Recent polling by ComRes shows that much of the British public do not consider international students to be immigrants, and they want to see them work for a period here to contribute to the economy. Will the Minister commit to increasing the UK’s post-study work opportunities so that we can continue to attract the brightest and the best students to the UK after Brexit?
But should the Minister not take the student figures out of the immigration figures, because students do not come here as asylum seekers? They actually come here and contribute to local economies, so there is a contradiction in the Government’s position.
An awful lot of migrants who come here do not come as asylum seekers, and that is quite a wide issue.
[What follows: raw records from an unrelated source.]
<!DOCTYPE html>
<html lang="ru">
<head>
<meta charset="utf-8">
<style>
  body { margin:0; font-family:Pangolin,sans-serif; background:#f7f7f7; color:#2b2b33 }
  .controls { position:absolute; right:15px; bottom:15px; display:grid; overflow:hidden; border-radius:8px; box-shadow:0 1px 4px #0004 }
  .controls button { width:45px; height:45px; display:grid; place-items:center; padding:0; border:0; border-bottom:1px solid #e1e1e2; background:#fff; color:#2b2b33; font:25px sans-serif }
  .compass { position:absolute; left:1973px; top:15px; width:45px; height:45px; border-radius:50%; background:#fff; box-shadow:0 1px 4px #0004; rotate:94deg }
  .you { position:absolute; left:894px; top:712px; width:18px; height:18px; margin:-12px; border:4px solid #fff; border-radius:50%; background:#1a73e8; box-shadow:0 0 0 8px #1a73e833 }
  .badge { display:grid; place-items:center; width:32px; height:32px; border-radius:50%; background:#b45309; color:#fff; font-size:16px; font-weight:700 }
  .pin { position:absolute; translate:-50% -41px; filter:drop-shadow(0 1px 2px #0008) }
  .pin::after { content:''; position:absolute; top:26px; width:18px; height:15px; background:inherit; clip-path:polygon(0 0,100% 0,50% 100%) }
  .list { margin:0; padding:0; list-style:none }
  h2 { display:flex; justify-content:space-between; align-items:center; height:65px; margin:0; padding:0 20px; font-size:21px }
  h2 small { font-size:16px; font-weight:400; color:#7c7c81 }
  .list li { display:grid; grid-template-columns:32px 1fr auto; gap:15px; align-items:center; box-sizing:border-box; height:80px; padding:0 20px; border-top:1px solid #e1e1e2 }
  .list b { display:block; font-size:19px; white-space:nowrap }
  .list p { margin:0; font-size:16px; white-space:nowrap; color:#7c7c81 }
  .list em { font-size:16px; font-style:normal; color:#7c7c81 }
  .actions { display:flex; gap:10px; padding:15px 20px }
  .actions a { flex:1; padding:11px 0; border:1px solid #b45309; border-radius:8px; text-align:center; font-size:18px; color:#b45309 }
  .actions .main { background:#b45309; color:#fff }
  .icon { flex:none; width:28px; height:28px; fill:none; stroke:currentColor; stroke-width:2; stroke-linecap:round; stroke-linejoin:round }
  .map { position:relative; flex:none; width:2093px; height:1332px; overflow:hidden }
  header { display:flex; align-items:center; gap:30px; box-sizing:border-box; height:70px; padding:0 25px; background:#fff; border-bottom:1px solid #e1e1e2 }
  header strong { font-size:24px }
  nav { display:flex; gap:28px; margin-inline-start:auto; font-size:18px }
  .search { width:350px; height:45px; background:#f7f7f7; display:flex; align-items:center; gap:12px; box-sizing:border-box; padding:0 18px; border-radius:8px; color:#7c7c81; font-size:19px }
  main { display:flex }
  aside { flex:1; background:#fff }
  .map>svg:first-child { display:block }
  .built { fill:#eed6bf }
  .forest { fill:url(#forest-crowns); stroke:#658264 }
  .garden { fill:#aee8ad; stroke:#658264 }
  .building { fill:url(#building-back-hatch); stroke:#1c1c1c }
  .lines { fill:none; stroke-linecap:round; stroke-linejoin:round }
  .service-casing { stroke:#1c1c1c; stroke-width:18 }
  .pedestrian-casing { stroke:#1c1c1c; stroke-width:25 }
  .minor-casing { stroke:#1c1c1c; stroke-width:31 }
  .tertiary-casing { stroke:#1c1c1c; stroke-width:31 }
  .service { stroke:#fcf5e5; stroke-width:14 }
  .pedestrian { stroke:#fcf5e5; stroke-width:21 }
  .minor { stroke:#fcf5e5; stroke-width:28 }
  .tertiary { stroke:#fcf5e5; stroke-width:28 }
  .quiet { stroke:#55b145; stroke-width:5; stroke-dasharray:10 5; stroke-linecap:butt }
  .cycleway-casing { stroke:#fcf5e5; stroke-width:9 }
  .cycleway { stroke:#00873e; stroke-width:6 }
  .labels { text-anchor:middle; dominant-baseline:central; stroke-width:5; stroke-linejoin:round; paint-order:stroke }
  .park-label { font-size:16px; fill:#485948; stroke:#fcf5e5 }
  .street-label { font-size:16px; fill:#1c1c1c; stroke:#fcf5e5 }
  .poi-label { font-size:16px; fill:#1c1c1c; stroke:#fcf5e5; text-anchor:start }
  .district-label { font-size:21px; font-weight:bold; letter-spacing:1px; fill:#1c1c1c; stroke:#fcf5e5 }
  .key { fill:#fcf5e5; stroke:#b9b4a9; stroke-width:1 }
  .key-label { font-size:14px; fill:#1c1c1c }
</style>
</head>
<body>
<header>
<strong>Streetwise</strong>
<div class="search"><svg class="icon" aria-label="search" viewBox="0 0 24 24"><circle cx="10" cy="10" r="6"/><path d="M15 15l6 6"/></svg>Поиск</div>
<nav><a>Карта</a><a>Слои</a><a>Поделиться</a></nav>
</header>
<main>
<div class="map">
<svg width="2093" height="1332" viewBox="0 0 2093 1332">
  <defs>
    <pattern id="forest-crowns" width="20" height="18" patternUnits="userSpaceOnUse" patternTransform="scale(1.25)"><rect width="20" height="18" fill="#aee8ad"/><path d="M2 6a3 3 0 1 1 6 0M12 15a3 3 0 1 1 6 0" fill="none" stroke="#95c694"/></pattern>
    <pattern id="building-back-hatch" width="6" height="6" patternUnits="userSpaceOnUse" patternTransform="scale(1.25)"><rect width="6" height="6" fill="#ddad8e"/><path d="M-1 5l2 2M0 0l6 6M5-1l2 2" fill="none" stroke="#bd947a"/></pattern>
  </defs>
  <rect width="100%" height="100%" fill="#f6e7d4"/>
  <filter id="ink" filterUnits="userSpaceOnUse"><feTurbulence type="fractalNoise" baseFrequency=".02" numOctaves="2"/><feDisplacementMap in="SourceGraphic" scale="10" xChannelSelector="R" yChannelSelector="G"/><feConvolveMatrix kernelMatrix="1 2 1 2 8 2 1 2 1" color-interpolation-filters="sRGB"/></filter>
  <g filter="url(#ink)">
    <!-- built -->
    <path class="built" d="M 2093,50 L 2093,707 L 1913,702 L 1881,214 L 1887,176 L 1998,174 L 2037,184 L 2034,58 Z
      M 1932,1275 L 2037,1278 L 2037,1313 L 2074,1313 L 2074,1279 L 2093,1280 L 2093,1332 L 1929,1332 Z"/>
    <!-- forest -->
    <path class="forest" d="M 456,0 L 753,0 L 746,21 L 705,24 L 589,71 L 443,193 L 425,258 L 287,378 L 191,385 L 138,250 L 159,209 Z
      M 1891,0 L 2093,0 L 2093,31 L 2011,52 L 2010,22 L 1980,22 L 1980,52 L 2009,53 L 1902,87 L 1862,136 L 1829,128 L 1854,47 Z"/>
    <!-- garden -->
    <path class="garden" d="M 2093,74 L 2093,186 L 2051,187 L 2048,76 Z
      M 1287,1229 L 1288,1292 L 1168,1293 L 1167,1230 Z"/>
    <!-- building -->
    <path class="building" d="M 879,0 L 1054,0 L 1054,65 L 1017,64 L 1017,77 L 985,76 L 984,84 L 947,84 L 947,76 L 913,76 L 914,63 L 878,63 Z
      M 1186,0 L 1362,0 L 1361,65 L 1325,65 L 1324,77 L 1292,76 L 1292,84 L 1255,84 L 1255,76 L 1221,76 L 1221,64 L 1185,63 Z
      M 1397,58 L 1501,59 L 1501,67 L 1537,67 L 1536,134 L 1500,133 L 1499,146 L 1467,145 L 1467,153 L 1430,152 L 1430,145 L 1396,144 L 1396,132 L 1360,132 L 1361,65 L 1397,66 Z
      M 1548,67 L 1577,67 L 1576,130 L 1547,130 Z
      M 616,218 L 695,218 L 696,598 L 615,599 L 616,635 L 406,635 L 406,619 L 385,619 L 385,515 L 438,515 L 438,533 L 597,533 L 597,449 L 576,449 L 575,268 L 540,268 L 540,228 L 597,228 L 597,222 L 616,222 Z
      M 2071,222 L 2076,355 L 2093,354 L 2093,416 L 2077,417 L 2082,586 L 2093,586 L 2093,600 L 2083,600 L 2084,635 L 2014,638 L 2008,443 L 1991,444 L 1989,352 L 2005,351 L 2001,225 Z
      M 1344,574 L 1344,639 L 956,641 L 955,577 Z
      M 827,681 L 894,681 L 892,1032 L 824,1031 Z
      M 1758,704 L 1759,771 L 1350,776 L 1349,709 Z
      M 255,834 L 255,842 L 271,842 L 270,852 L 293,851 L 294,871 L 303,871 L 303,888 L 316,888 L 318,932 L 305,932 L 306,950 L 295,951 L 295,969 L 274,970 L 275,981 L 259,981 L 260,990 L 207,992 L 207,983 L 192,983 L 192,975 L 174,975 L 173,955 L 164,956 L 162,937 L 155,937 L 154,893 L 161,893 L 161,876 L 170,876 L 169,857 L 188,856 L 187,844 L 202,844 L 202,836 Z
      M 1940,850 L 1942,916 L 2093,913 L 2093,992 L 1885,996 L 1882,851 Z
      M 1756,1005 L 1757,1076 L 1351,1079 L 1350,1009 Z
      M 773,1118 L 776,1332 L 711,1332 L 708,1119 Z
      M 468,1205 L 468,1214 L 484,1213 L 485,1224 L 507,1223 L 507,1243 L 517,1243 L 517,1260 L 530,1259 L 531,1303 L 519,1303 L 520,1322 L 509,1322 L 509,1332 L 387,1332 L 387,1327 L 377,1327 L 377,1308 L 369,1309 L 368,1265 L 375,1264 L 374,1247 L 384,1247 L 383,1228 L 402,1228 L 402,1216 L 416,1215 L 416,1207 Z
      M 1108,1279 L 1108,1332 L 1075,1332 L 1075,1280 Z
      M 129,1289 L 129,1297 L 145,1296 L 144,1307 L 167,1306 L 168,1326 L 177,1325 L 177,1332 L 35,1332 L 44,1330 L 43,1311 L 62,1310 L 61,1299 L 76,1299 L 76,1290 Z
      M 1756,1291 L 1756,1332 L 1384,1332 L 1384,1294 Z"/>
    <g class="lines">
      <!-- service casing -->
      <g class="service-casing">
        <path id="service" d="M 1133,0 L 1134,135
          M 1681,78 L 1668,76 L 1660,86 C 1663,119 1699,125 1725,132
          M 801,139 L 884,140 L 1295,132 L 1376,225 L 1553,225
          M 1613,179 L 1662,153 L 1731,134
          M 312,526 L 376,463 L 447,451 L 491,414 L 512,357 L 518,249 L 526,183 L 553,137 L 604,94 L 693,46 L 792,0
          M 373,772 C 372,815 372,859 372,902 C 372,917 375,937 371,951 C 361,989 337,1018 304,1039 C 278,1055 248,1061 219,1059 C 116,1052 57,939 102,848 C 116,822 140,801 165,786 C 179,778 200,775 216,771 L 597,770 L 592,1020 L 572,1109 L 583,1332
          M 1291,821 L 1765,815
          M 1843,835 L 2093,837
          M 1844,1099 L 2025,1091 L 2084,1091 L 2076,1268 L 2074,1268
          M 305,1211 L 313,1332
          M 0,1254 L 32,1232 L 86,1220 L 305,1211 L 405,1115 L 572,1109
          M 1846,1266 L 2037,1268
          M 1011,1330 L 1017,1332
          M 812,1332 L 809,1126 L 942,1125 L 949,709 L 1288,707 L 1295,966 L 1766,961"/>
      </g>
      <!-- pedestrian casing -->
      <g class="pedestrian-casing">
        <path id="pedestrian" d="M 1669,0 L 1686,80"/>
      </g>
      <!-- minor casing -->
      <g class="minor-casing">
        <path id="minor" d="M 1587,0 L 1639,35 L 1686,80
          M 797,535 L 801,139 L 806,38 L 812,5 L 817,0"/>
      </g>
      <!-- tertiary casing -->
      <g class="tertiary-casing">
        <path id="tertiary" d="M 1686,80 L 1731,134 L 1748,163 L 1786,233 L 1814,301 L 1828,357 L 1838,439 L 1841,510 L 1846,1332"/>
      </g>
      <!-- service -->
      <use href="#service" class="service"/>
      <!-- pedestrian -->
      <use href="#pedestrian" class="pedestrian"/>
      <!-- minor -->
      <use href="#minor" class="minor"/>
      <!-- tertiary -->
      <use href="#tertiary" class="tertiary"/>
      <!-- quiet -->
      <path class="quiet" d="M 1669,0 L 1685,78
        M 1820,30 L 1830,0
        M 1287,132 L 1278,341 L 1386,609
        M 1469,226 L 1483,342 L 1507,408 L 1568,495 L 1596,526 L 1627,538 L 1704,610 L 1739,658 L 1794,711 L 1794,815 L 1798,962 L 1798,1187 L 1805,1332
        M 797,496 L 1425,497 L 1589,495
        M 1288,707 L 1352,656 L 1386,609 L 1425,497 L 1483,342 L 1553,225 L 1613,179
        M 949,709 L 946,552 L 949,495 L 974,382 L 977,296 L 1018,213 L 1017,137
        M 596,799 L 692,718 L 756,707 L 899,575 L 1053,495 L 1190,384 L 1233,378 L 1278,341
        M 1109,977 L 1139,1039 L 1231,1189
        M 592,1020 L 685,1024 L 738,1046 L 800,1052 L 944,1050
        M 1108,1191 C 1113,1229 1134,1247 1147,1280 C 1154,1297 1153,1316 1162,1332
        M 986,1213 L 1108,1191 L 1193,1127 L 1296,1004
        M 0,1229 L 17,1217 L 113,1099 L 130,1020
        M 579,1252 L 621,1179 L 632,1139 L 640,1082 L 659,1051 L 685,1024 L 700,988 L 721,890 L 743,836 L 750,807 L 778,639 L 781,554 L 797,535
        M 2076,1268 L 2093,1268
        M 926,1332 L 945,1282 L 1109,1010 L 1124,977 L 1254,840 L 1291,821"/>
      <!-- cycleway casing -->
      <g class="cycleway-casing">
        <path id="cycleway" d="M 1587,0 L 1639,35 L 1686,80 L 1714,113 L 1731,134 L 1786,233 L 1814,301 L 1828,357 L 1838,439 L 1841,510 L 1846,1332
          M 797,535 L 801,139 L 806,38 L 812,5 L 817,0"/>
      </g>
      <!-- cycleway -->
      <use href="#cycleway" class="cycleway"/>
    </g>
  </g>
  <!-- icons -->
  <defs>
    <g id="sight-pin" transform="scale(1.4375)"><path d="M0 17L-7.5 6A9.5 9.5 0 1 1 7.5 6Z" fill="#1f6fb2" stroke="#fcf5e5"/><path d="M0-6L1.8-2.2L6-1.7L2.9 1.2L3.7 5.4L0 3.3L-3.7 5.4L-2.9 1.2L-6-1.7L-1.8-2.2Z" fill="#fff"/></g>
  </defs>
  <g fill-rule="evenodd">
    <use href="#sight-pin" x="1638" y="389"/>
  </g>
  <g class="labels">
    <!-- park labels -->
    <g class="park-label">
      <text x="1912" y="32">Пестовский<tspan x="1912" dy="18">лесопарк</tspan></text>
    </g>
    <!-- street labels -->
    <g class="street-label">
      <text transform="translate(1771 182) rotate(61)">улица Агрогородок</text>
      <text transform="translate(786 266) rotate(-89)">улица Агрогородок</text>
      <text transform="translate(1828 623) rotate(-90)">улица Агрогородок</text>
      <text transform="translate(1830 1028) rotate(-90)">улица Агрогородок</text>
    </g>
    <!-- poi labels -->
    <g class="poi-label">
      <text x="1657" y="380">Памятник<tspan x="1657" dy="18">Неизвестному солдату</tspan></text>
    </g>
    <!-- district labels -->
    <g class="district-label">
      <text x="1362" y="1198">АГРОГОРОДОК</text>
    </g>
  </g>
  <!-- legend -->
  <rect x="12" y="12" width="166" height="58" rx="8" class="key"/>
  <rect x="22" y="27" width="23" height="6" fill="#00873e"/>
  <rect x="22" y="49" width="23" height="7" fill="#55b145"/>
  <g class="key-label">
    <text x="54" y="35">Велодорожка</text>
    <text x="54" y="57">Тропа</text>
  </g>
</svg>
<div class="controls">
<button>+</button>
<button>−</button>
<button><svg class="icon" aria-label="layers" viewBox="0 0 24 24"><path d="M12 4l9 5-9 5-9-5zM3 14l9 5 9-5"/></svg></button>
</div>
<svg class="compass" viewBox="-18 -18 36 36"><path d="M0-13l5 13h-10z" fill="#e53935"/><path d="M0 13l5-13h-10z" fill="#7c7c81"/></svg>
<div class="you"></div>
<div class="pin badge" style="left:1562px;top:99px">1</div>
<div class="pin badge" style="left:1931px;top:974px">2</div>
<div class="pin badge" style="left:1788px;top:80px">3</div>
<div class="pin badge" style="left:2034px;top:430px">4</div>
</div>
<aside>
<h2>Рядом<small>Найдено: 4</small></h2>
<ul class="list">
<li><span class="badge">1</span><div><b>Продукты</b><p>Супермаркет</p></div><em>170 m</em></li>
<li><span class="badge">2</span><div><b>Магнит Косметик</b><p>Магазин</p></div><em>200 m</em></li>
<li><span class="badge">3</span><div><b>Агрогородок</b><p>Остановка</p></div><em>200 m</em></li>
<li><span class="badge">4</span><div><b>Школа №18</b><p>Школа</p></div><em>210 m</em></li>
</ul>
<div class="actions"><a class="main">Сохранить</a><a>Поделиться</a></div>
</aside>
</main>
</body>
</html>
With regard to students, the net migration figures are assessed and published by the Office for National Statistics, which is entirely independent of Government, and those figures are based on the UN definition of a migrant, which is somebody who is in the country for 12 months or more.
Does the Minister realise how pleased the directors of Jaguar Land Rover will be with the answer he has just given? They sponsor students at Birmingham University and other universities in Birmingham, so they will be very relieved to know that those students can get graduate visas.
My hon. Friend has just highlighted what many of us are very clear about, which is that students play a hugely important part in our national economy. They are huge contributors and have a great contribution to make when they leave university, when that is done in the appropriate format. We would encourage more people to come and study in this country at the excellent institutions we have right across the country.
The Minister will be aware that the Financial Times reported on 8 November that an ally of the Home Secretary is in favour of removing international students from the Government’s migration targets. Some people suspect that the unnamed ally may, in fact, be the Home Secretary herself. Whether or not that is the case, the Minister has conceded that international students make an enormous contribution not just to academia but to the economies of our university towns. Will the Government listen to voices on both sides of the House and remove international students from the migration target?
Obviously, we are all allies, so it is quite easy for me to answer the right hon. Lady’s question. I direct her to have a look at the answer I gave a few moments ago. The key thing with students is that, thanks to the work that this Government have done since 2010 in shutting down about 920 bogus colleges, students are now complying, so the effect on migration is marginal, at best.